Additionally, fish injected with AA displayed stereotypic circling behavior and spent an increased amount of time at the top of the experimental tank. However, when R-COS was co-administered with AA, a mitigation of these pain-like behaviors was observed. Zebrafish subjected to R-COS co-treatment displayed reduced writhing-like responses, decreased circling behavior, and a lesser duration spent at the top of the tank compared to those solely exposed to AA. The induction of pain-like responses in zebrafish through AA administration validated the experimental model used in this study. The substantial increase in abdominal curvature observed in response to AA aligns with previous studies, confirming its efficacy in inducing visceral pain-like behaviors in zebrafish [20,21]. Moreover, the observed circling behavior and increased time spent in the top of the tank further substantiate the manifestation of pain-like responses induced by AA.

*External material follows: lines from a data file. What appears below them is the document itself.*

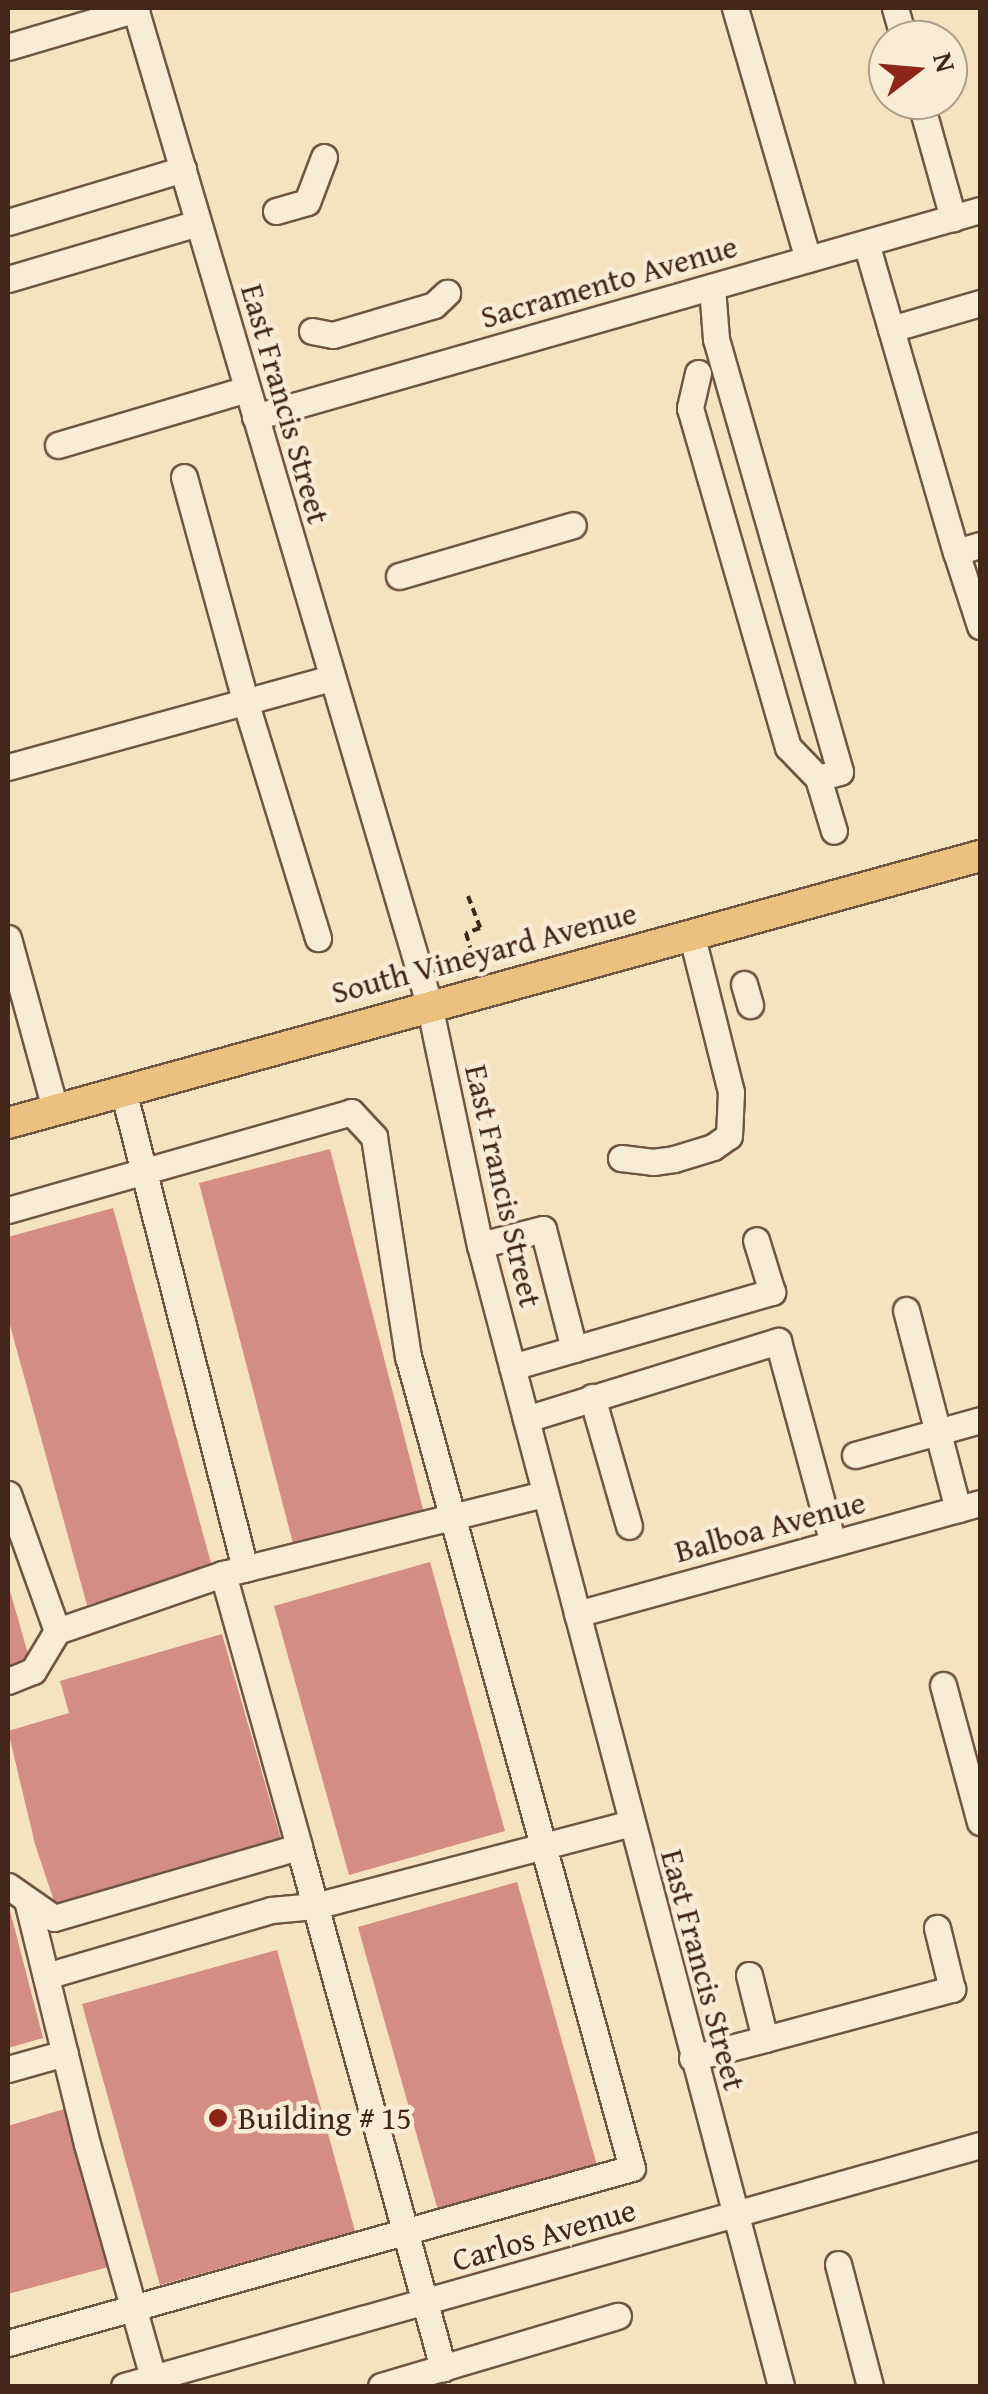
<!DOCTYPE html>
<style>
body{margin:0}
#map{position:relative;width:988px;height:2394px;overflow:hidden;background:#f5e2be;font-family:"Gentium Book Plus",serif}
div>[style]{position:absolute}
[style*='--x']{left:calc(var(--x)*1px);top:calc(var(--y)*1px);width:calc(var(--w)*1px);rotate:calc(var(--a)*1deg)}
.building>*{inset:0;background:#d48d82}
.path>*{height:4px;margin-top:-2px;transform-origin:0;background:repeating-linear-gradient(90deg,#442619 0 8px,transparent 0 13px)}
.roads{filter:drop-shadow(2px 0 #705542) drop-shadow(-2px 0 #705542) drop-shadow(0 2px #705542) drop-shadow(0 -2px #705542)}
.minor>*{height:25px;margin:-12.5px;padding:0 12.5px;transform-origin:12.5px;border-radius:12.5px;background:#f8ecd5}
.major>*{height:30px;margin:-15px;padding:0 15px;transform-origin:15px;border-radius:15px;background:#eac17f}
.dots>*{width:28px;height:28px;translate:-50% -50%;box-sizing:border-box;border:5px solid #f8ecd5;border-radius:50%}
span{translate:-50% -50%;white-space:nowrap;text-align:center;line-height:1.15;-webkit-text-stroke:9px #f8ecd5;paint-order:stroke}
.street-label{font-size:32px;color:#442619}
.poi-label{font-size:32px;color:#442619}
.left{translate:0 -50%;text-align:left}
.frame{position:absolute;inset:0;border:10px solid #442619;pointer-events:none}
.north{position:absolute;left:868px;top:20px;width:100px;height:100px;box-sizing:border-box;background:#f8ecd5;border:2px solid #b09d8a;border-radius:50%;rotate:74deg;font-size:28px;font-weight:700;line-height:40px;text-align:center;color:#442619}
.north::after{content:'';display:block;margin:auto;width:35px;height:45px;background:#8f2418;clip-path:polygon(50% 0,100% 100%,50% 72%,0 100%)}
</style>
<div id="map">
<div class="building">
<i style="clip-path:polygon(330px 1149px,425px 1517px,295px 1551px,199px 1183px)"></i>
<i style="clip-path:polygon(113px 1208px,213px 1570px,87px 1605px,8px 1318px,8px 1237px)"></i>
<i style="clip-path:polygon(430px 1562px,505px 1831px,349px 1875px,274px 1606px)"></i>
<i style="clip-path:polygon(8px 1584px,32px 1668px,8px 1675px)"></i>
<i style="clip-path:polygon(222px 1634px,282px 1842px,56px 1907px,35px 1844px,8px 1731px,69px 1713px,60px 1681px)"></i>
<i style="clip-path:polygon(517px 1882px,598px 2169px,439px 2214px,358px 1927px)"></i>
<i style="clip-path:polygon(8px 1903px,43px 2038px,8px 2048px)"></i>
<i style="clip-path:polygon(277px 1950px,355px 2231px,160px 2285px,82px 2004px)"></i>
<i style="clip-path:polygon(64px 2109px,112px 2266px,8px 2294px,8px 2126px)"></i>
</div>
<div class="path">
<i style="--x:468;--y:896;--w:34;--a:69"></i>
<i style="--x:480;--y:928;--w:15;--a:160"></i>
<i style="--x:466;--y:933;--w:26;--a:74"></i>
</div>
<div class="roads">
<div class="minor">
<i style="--x:135;--y:8;--w:1038;--a:73.55"></i>
<i style="--x:429;--y:1004;--w:246;--a:78.1"></i>
<i style="--x:480;--y:1245;--w:1180;--a:75.22"></i>
<i style="--x:735;--y:8;--w:261;--a:73.8"></i>
<i style="--x:895;--y:8;--w:33;--a:74"></i>
<i style="--x:8;--y:47;--w:134;--a:-16.5"></i>
<i style="--x:920;--y:100;--w:123;--a:74.4"></i>
<i style="--x:276;--y:211;--w:32;--a:-16"></i>
<i style="--x:307;--y:202;--w:48;--a:-69.3"></i>
<i style="--x:8;--y:222;--w:183;--a:-16.8"></i>
<i style="--x:866;--y:243;--w:322;--a:73.8"></i>
<i style="--x:956;--y:552;--w:25;--a:-16"></i>
<i style="--x:8;--y:279;--w:198;--a:-16.4"></i>
<i style="--x:712;--y:287;--w:52;--a:85.6"></i>
<i style="--x:716;--y:339;--w:450;--a:74"></i>
<i style="--x:840;--y:772;--w:23;--a:165"></i>
<i style="--x:891;--y:329;--w:93;--a:-16.3"></i>
<i style="--x:312;--y:331;--w:21;--a:11"></i>
<i style="--x:333;--y:335;--w:105;--a:-16.5"></i>
<i style="--x:434;--y:305;--w:18;--a:-43"></i>
<i style="--x:698;--y:373;--w:36;--a:103"></i>
<i style="--x:690;--y:408;--w:353;--a:73.9"></i>
<i style="--x:788;--y:747;--w:43;--a:45.9"></i>
<i style="--x:818;--y:778;--w:55;--a:73.2"></i>
<i style="--x:255;--y:417;--w:754;--a:-15.93"></i>
<i style="--x:58;--y:445;--w:197;--a:-16.5"></i>
<i style="--x:184;--y:477;--w:235;--a:74.7"></i>
<i style="--x:246;--y:704;--w:245;--a:72.9"></i>
<i style="--x:956;--y:552;--w:78;--a:72"></i>
<i style="--x:399;--y:576;--w:181;--a:-16.3"></i>
<i style="--x:8;--y:767;--w:336;--a:-15.4"></i>
<i style="--x:8;--y:938;--w:177;--a:74.6"></i>
<i style="--x:744;--y:984;--w:22;--a:74"></i>
<i style="--x:123;--y:1090;--w:494;--a:75.7"></i>
<i style="--x:621;--y:1158;--w:32;--a:7"></i>
<i style="--x:653;--y:1162;--w:21;--a:-8"></i>
<i style="--x:674;--y:1159;--w:41;--a:-17.1"></i>
<i style="--x:713;--y:1147;--w:19;--a:-35"></i>
<i style="--x:729;--y:1136;--w:44;--a:-87.4"></i>
<i style="--x:731;--y:1092;--w:164;--a:-104.1"></i>
<i style="--x:8;--y:1210;--w:357;--a:-15.9"></i>
<i style="--x:351;--y:1112;--w:34;--a:47"></i>
<i style="--x:374;--y:1137;--w:222;--a:81.2"></i>
<i style="--x:408;--y:1356;--w:842;--a:74.58"></i>
<i style="--x:632;--y:2168;--w:648;--a:164.33"></i>
<i style="--x:480;--y:1245;--w:65;--a:-14.3"></i>
<i style="--x:543;--y:1229;--w:124;--a:75.5"></i>
<i style="--x:906;--y:1310;--w:206;--a:75.4"></i>
<i style="--x:512;--y:1367;--w:271;--a:-16.1"></i>
<i style="--x:772;--y:1292;--w:54;--a:-107.1"></i>
<i style="--x:592;--y:1397;--w:134;--a:74"></i>
<i style="--x:526;--y:1419;--w:264;--a:-17.2"></i>
<i style="--x:778;--y:1341;--w:209;--a:74.8"></i>
<i style="--x:855;--y:1455;--w:130;--a:-15.6"></i>
<i style="--x:8;--y:1494;--w:145;--a:70.3"></i>
<i style="--x:57;--y:1631;--w:176;--a:-19"></i>
<i style="--x:223;--y:1574;--w:332;--a:-14"></i>
<i style="--x:223;--y:1574;--w:283;--a:74.4"></i>
<i style="--x:577;--y:1614;--w:418;--a:-15.4"></i>
<i style="--x:8;--y:1681;--w:27;--a:-22"></i>
<i style="--x:33;--y:1671;--w:47;--a:-59"></i>
<i style="--x:943;--y:1685;--w:142;--a:74.9"></i>
<i style="--x:8;--y:1886;--w:56;--a:34.8"></i>
<i style="--x:54;--y:1918;--w:255;--a:-16.2"></i>
<i style="--x:299;--y:1847;--w:541;--a:74.55"></i>
<i style="--x:27;--y:1900;--w:251;--a:76.2"></i>
<i style="--x:87;--y:2144;--w:243;--a:74.2"></i>
<i style="--x:153;--y:2378;--w:12;--a:42"></i>
<i style="--x:46;--y:1976;--w:234;--a:-16.3"></i>
<i style="--x:271;--y:1910;--w:44;--a:-5.2"></i>
<i style="--x:315;--y:1906;--w:327;--a:-14.7"></i>
<i style="--x:765;--y:2039;--w:194;--a:-15"></i>
<i style="--x:952;--y:1989;--w:63;--a:-103.8"></i>
<i style="--x:692;--y:2058;--w:75;--a:-14.6"></i>
<i style="--x:765;--y:2039;--w:66;--a:-104"></i>
<i style="--x:8;--y:2069;--w:59;--a:-15.7"></i>
<i style="--x:838;--y:2264;--w:126;--a:75.3"></i>
<i style="--x:124;--y:2386;--w:889;--a:-15.72"></i>
<i style="--x:381;--y:2386;--w:247;--a:-16.5"></i>
</div>
<div class="major">
<i style="--x:8;--y:1123;--w:1008;--a:-15.36"></i>
</div>
</div>
<div class="dots">
<i style="left:218px;top:2118px;background:#8f2418"></i>
</div>
<div class="street-label">
<span style="left:609px;top:282px;rotate:-16deg">Sacramento Avenue</span>
<span style="left:285px;top:404px;rotate:74deg">East Francis Street</span>
<span style="left:484px;top:953px;rotate:-15deg">South Vineyard Avenue</span>
<span style="left:503px;top:1186px;rotate:77deg">East Francis Street</span>
<span style="left:770px;top:1527px;rotate:-15deg">Balboa Avenue</span>
<span style="left:703px;top:1970px;rotate:75deg">East Francis Street</span>
<span style="left:544px;top:2235px;rotate:-16deg">Carlos Avenue</span>
</div>
<div class="poi-label">
<span class="left" style="left:238px;top:2118px">Building # 15</span>
</div>
<div class="frame"></div>
<div class="north">N</div>
</div>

The significant reduction in pain-like behaviors, including writhing responses, circling behavior, and altered swimming patterns in the presence of R-R-COS, suggests its potential analgesic effects in mitigating nociceptive responses in zebrafish. The ability of R-COS to ameliorate these pain-associated behaviors hints at its role in modulating nociceptive signaling pathways or its potential to interfere with pain transmission mechanisms. These findings highlight the promising analgesic properties of R-COS and suggest its potential as a therapeutic agent in managing pain-related conditions. However, further investigations are necessary to elucidate the precise mechanisms underlying the analgesic effects of R-COS in zebrafish models. Additionally, studies assessing the long-term effects and safety profile of R-COS administration in alleviating pain-like behaviors would be beneficial to ascertain its viability as a potential analgesic agent. The results indicate that R-COS co-administration effectively attenuates pain-like responses induced by AA in zebrafish. This signifies the potential of R-COS as a candidate for further exploration in the development of novel analgesic interventions for pain management.
Conclusion
4
This study thoroughly examined the anti-inflammatory and analgesic characteristics of R-COS obtained from CS, both in laboratory settings and in living organisms. R-COS conducted a sequence of experiments that showed notable anti-inflammatory effects in RAW 264.7 cells, a widely utilized macrophage model, without causing any harm to the cells. In laboratory tests, it was found that R-COS significantly decreased the production of substances that cause inflammation, such as NO, PGE2, iNOS, COX-2, and pro-inflammatory cytokines (TNF-α, IL-6, and IL-1), in LPS-stimulated RAW 264.7 cells. This suggests that R-COS has the potential to be used as an anti-inflammatory agent. Moreover, in vivo experiments performed on zebrafish embryos stimulated with LPS confirmed the effectiveness of R-COS in reducing inflammation. The researchers noted that R-COS provided protection to the zebrafish embryos against inflammatory stress and inhibited the production of important pro-inflammatory proteins, such as COX-2 and iNOS. Furthermore, R-COS demonstrated the capacity to regulate the levels of CGRP and NO, indicating its impact on neurogenic inflammation mechanisms. Furthermore, the study showcased the pain-relieving effects of R-COS in zebrafish models by reducing pain-related behaviors caused by AA. This discovery enhances the potential therapeutic use of R-COS in the management of pain-related conditions. Overall, the findings emphasize the encouraging prospects of CS-derived R-COS as a versatile therapeutic agent. The proven anti-inflammatory properties of R-COS, along with its capacity to relieve pain-related behaviors, make it a highly promising candidate for various applications in healthcare and tissue engineering. These findings emphasize the significance of conducting additional research and enhancing R-COS-based formulations for potential use in anti-inflammatory therapies and pain management strategies.